▶ _Exercise instructions_: Whenever the word "into" occurs in a line of the material below, that line is counted. Report only the count.

[Provided information Boundary: Start]

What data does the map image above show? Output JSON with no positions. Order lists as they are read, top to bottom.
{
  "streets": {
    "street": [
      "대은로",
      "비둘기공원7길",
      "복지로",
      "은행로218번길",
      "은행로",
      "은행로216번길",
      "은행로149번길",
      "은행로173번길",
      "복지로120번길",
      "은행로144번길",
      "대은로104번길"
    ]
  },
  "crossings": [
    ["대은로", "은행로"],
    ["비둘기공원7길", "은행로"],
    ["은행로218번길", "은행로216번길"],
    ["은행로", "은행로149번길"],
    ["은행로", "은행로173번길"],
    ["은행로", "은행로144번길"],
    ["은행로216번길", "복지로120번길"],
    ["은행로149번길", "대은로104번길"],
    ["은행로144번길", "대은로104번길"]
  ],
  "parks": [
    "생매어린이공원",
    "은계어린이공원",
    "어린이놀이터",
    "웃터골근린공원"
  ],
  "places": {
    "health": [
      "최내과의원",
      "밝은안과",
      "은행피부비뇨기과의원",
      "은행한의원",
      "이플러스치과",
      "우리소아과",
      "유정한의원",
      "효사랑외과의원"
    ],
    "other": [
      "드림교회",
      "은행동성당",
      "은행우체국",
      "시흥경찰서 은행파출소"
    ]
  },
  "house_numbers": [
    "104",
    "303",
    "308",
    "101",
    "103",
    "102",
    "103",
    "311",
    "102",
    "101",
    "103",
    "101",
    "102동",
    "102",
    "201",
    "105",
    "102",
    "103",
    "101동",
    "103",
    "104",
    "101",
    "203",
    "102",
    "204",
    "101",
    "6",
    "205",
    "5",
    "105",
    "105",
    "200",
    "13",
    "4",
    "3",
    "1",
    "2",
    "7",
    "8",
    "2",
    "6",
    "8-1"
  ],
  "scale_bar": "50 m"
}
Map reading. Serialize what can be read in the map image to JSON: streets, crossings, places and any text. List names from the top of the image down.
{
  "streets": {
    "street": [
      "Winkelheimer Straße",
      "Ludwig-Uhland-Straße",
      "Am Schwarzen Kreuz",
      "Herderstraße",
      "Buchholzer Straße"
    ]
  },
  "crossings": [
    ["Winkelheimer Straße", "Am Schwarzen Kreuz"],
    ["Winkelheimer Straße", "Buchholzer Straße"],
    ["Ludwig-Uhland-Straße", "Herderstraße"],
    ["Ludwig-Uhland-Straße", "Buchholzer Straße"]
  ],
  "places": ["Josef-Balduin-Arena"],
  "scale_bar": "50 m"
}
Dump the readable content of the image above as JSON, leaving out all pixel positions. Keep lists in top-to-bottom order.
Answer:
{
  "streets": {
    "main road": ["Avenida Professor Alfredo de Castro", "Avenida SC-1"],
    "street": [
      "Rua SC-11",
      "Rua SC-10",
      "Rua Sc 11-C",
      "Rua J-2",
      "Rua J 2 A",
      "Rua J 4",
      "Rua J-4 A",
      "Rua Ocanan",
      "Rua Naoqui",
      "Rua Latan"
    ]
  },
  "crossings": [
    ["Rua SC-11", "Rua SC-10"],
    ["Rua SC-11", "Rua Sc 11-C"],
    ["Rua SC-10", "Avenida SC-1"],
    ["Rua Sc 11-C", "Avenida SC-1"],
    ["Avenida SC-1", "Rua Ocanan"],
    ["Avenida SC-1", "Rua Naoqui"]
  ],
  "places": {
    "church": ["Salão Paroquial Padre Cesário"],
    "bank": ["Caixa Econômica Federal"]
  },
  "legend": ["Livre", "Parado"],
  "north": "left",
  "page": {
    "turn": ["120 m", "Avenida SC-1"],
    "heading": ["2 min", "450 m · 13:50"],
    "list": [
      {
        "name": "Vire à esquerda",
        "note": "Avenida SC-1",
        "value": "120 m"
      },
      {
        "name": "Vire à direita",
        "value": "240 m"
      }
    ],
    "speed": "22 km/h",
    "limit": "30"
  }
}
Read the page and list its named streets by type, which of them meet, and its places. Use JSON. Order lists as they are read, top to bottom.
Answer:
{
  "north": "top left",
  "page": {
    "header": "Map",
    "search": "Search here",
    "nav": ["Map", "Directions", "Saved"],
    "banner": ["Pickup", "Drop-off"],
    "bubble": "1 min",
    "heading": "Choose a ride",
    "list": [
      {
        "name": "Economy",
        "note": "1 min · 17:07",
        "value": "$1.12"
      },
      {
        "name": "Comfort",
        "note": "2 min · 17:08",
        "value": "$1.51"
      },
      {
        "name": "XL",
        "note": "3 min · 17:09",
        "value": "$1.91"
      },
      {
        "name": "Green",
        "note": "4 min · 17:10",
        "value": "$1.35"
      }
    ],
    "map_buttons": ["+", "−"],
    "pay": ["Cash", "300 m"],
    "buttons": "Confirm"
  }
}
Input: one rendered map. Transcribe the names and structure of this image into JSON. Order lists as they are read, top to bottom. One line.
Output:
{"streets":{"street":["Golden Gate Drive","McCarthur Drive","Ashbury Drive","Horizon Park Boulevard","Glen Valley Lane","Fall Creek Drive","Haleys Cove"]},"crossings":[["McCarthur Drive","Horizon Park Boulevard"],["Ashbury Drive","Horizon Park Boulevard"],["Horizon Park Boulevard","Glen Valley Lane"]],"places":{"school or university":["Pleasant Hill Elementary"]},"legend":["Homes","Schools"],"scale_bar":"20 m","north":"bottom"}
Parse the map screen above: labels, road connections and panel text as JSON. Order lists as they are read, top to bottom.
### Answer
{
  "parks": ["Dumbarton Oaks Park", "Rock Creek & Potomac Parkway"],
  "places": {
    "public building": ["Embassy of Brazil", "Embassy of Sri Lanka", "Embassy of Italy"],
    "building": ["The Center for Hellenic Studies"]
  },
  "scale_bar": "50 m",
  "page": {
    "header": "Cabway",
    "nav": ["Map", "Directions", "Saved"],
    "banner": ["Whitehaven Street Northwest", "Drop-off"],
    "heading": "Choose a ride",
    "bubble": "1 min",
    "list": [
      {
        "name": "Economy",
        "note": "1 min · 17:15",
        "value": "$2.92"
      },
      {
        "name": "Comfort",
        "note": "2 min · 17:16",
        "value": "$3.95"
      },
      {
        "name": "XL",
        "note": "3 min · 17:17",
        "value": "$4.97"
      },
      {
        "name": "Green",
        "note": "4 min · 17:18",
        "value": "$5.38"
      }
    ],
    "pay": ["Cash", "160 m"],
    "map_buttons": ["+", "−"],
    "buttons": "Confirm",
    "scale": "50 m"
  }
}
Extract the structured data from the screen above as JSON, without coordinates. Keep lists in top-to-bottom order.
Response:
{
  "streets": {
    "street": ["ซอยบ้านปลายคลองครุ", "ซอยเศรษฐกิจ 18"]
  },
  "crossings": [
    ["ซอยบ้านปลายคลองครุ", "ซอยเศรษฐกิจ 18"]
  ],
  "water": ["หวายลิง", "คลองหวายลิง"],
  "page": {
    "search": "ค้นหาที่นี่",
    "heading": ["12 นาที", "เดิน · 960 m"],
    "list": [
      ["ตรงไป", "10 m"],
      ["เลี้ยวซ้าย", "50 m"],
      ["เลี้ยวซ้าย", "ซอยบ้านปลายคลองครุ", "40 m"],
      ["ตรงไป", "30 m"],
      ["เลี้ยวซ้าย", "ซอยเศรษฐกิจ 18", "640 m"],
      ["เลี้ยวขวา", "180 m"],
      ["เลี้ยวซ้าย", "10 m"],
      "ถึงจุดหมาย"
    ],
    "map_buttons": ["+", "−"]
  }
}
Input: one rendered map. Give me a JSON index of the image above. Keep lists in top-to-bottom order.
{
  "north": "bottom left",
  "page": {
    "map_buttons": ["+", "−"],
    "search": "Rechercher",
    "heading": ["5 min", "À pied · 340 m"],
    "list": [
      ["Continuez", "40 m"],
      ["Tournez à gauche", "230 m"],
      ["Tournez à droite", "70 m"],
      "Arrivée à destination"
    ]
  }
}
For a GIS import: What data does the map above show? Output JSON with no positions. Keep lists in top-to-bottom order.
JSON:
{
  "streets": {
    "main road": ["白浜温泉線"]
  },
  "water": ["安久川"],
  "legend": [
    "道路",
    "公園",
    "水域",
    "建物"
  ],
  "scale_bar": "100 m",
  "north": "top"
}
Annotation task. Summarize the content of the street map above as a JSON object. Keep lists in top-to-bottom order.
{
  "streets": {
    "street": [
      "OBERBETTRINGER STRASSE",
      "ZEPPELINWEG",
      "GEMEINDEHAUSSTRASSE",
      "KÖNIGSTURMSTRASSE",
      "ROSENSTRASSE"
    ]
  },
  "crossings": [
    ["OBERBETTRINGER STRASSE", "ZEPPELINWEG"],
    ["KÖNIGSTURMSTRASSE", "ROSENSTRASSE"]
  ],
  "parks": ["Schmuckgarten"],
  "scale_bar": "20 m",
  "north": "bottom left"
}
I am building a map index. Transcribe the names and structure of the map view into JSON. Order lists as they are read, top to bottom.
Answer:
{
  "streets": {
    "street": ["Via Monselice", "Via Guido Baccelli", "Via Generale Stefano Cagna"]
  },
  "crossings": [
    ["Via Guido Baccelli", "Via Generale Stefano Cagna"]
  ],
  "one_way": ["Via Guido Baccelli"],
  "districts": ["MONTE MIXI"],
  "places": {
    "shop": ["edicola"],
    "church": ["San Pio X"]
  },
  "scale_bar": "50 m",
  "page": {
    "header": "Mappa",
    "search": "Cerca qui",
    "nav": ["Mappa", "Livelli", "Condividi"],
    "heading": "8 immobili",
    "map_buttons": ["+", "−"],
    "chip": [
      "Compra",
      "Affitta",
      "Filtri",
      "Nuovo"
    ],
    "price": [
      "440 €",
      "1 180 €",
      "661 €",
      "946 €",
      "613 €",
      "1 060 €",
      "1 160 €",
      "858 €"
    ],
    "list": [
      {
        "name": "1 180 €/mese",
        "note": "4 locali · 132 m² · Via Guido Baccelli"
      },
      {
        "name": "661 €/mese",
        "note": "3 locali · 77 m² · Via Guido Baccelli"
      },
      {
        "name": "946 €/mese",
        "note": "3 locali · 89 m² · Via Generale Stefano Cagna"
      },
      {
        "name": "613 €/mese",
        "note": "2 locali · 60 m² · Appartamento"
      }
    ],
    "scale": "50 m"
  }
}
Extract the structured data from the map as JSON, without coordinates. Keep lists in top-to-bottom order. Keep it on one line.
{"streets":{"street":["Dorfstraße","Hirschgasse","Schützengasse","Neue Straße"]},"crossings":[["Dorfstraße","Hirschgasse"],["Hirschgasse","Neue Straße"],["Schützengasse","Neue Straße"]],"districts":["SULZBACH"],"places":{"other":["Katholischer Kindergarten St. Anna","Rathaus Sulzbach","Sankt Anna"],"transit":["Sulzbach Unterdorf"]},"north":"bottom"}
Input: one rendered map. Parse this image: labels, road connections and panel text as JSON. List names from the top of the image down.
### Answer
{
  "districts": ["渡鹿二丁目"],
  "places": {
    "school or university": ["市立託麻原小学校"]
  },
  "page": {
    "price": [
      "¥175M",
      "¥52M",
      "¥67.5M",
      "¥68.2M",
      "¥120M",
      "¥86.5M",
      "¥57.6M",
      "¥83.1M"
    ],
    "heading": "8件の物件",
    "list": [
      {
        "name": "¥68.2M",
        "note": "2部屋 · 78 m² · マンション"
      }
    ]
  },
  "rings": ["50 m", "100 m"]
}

[Provided information Boundary: End]

▶ _Output for this exercise_: 2